> _DATA FOR REVIEW_
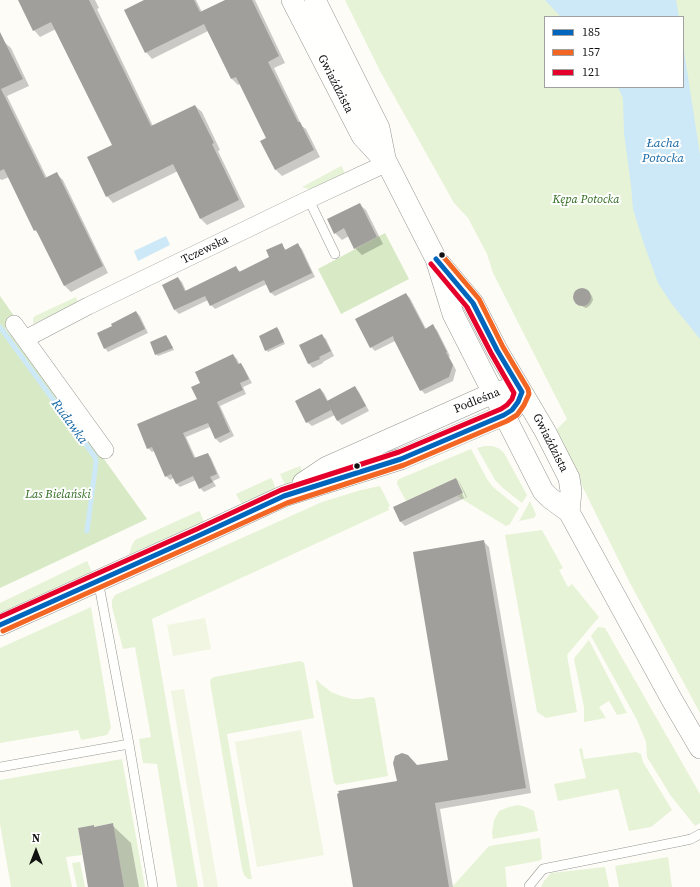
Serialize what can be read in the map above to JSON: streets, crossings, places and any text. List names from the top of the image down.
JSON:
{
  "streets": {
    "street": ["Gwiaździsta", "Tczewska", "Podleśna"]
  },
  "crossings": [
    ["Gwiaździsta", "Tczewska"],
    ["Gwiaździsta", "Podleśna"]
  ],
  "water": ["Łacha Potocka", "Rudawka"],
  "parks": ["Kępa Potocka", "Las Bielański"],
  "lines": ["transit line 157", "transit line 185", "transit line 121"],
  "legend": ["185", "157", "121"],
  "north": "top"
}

> _ACTION ITEM_
What's needed is an exact copy of every entry, minus the pictures.

> _ANSWER FOR THIS EXERCISE_
Serialize what can be read in the map above to JSON: streets, crossings, places and any text. List names from the top of the image down.
JSON:
{
  "streets": {
    "street": ["Gwiaździsta", "Tczewska", "Podleśna"]
  },
  "crossings": [
    ["Gwiaździsta", "Tczewska"],
    ["Gwiaździsta", "Podleśna"]
  ],
  "water": ["Łacha Potocka", "Rudawka"],
  "parks": ["Kępa Potocka", "Las Bielański"],
  "lines": ["transit line 157", "transit line 185", "transit line 121"],
  "legend": ["185", "157", "121"],
  "north": "top"
}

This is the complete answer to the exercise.